Question

A metallic conductor of length 2m and cross-sectional area \( 0.2 \, \text{mm}^2 \) carries a steady current of 1.2 A when a potential difference of 2 V is applied across it. (\( e = 1.6 \times 10^{-19} \), charge density = \( 7.5 \times 10^{28} \, \text{m}^{-3} \)) Then the mobility of the charge carrier is \( x \times 10^{-4} \) SI units.

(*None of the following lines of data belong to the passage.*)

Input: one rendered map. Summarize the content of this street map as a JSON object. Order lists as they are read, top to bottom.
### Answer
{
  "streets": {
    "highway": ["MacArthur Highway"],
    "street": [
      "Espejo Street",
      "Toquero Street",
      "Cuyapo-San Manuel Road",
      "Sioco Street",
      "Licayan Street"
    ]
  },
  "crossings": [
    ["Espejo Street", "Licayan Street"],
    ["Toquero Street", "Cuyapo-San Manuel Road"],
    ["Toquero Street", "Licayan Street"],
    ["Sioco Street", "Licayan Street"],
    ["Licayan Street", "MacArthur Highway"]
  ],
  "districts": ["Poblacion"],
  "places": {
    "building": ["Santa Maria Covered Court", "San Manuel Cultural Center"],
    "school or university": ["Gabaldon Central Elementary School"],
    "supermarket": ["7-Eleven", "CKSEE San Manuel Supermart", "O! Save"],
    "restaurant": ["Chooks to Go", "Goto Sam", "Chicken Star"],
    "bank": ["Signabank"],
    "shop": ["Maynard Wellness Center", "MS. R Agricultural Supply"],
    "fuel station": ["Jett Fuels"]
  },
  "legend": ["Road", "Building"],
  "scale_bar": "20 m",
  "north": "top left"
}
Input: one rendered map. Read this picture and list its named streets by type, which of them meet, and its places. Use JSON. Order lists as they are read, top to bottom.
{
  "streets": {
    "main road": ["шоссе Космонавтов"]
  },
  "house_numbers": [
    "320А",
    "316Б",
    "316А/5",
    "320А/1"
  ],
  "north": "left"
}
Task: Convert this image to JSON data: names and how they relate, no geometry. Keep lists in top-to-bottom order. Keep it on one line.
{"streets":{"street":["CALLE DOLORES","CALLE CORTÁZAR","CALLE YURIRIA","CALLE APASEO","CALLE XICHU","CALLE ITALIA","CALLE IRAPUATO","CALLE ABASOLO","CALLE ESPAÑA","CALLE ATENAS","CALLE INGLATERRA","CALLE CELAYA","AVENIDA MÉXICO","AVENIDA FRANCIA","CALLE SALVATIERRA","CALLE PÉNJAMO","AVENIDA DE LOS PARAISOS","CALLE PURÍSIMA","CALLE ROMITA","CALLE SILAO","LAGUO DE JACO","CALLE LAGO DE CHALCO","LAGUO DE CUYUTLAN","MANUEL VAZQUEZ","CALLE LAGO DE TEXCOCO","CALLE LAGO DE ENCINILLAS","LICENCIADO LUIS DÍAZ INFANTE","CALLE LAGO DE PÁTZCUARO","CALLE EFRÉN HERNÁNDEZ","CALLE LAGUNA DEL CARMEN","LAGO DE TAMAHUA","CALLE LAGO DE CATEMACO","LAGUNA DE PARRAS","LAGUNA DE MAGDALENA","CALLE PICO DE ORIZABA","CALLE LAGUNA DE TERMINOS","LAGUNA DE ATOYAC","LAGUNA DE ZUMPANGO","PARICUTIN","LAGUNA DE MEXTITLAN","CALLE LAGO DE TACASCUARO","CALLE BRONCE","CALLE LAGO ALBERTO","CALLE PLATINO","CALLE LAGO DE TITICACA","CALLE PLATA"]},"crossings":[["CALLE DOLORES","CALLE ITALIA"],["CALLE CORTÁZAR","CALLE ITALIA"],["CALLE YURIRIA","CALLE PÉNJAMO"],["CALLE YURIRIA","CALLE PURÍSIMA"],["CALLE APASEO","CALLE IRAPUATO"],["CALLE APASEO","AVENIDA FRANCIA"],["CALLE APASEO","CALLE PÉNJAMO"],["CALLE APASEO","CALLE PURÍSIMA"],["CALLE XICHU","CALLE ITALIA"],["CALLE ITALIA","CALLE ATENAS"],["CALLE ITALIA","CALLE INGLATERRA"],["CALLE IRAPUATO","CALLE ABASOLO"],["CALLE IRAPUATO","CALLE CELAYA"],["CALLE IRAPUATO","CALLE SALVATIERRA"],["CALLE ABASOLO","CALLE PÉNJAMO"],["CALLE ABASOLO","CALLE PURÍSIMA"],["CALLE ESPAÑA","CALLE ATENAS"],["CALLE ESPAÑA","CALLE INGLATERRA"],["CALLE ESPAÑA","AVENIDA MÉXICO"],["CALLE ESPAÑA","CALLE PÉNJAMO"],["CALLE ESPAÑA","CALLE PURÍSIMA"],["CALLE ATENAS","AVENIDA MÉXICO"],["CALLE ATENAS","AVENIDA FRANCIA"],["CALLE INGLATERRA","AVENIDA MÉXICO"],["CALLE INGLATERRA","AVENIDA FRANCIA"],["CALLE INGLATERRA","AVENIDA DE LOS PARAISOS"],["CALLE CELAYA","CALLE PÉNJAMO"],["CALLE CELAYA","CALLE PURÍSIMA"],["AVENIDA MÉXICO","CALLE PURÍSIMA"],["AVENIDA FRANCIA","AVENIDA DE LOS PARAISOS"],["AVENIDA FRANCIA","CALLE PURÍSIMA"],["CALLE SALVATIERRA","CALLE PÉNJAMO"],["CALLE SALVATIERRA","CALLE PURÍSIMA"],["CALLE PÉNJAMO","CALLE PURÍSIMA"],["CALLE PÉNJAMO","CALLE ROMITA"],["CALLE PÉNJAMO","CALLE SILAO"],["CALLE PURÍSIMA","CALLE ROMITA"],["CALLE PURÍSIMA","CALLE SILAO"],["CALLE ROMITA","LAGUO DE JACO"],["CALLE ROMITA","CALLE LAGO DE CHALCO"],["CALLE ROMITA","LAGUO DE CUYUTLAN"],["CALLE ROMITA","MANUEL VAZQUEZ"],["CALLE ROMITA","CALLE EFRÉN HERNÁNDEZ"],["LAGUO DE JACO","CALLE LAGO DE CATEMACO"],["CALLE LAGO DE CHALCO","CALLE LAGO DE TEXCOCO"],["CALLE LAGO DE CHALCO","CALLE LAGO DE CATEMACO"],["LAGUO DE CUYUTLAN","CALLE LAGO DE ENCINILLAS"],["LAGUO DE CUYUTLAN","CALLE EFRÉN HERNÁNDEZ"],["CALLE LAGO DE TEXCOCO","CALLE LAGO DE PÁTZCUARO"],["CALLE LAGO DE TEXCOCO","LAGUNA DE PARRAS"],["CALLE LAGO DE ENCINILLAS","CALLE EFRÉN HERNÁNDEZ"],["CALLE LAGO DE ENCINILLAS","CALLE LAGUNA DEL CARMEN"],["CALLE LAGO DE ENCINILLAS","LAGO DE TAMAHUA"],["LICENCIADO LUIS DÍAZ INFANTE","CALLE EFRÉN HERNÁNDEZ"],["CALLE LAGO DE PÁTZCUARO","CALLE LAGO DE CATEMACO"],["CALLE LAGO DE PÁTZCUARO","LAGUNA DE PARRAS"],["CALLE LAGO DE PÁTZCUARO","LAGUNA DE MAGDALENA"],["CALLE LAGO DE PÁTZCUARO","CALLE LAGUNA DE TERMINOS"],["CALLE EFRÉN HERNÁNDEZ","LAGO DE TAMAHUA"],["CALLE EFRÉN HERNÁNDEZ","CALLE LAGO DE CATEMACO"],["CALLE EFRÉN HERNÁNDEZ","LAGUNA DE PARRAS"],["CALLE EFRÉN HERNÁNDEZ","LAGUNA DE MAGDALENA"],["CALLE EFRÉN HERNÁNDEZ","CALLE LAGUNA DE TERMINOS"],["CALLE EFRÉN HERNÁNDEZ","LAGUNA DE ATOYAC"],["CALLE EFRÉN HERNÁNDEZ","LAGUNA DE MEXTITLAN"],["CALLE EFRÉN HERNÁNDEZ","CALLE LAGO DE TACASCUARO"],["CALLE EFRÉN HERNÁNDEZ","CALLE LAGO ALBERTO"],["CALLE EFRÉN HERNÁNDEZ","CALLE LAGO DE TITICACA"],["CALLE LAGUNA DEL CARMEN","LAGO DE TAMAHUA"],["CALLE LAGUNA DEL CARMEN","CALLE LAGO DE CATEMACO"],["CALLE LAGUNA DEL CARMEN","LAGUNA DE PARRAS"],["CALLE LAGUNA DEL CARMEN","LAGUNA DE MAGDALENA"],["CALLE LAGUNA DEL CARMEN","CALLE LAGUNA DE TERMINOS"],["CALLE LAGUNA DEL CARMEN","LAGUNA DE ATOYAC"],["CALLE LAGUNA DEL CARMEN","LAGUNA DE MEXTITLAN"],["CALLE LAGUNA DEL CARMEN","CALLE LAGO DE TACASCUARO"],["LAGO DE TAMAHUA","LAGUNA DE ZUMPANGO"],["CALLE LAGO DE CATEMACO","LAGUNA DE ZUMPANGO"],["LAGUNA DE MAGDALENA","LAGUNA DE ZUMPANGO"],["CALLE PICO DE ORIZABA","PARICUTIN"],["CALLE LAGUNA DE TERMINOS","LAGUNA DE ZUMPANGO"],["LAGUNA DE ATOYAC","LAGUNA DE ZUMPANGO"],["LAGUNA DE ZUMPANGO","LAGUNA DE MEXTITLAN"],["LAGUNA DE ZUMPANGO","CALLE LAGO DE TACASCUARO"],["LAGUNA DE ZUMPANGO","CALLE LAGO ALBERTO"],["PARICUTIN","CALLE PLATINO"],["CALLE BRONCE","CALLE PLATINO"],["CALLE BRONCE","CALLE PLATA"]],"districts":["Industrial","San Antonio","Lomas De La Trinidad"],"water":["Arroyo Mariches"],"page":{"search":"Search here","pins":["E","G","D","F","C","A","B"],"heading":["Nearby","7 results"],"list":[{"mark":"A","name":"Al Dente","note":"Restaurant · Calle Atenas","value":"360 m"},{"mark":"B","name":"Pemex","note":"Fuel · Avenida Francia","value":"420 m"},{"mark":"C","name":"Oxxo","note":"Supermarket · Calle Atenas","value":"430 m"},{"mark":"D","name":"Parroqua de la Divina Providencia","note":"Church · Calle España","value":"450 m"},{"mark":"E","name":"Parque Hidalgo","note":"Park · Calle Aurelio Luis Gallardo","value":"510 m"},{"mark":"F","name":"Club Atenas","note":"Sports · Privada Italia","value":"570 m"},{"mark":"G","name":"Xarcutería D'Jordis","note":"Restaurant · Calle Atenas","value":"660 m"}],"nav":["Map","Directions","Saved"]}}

Find \( x \).

Hint:

To find the mobility of charge carriers, use the relation \( I = n A e \mu \frac{V}{L} \) and solve for \( \mu \).

Answer 1

Correct Answer: 5

To find the mobility of the charge carrier, we start by using the formula for electric current: \(I = nAqv_d\), where:

• \(I\) is the current (1.2 A)
• \(n\) is the charge density (\(7.5 \times 10^{28} \, \text{m}^{-3}\))
• \(A\) is the cross-sectional area (\(0.2 \, \text{mm}^2 = 0.2 \times 10^{-6} \, \text{m}^2\))
• \(q\) is the charge of an electron (\(1.6 \times 10^{-19} \, \text{C}\))
• \(v_d\) is the drift velocity

Rearranging gives the drift velocity: \[v_d = \frac{I}{nAq} = \frac{1.2}{(7.5 \times 10^{28})(0.2 \times 10^{-6})(1.6 \times 10^{-19})}\]Calculating: \[v_d \approx 5 \times 10^{-5} \, \text{m/s}\]The mobility \(\mu\) is related to the drift velocity and electric field \(E\) by \(\mu = \frac{v_d}{E}\). The electric field \(E\) is calculated as: \[E = \frac{\text{Potential Difference}}{\text{Length}} = \frac{2}{2} = 1 \, \text{V/m}\]Thus, \(\mu = \frac{5 \times 10^{-5}}{1} = 5 \times 10^{-5} \, \text{m}^2/\text{V}\cdot\text{s} = 5 \times 10^{-4} \, \text{SI units}\) Therefore, \(x = 5\). This value, \(x = 5\), lies within the specified range of (5,5).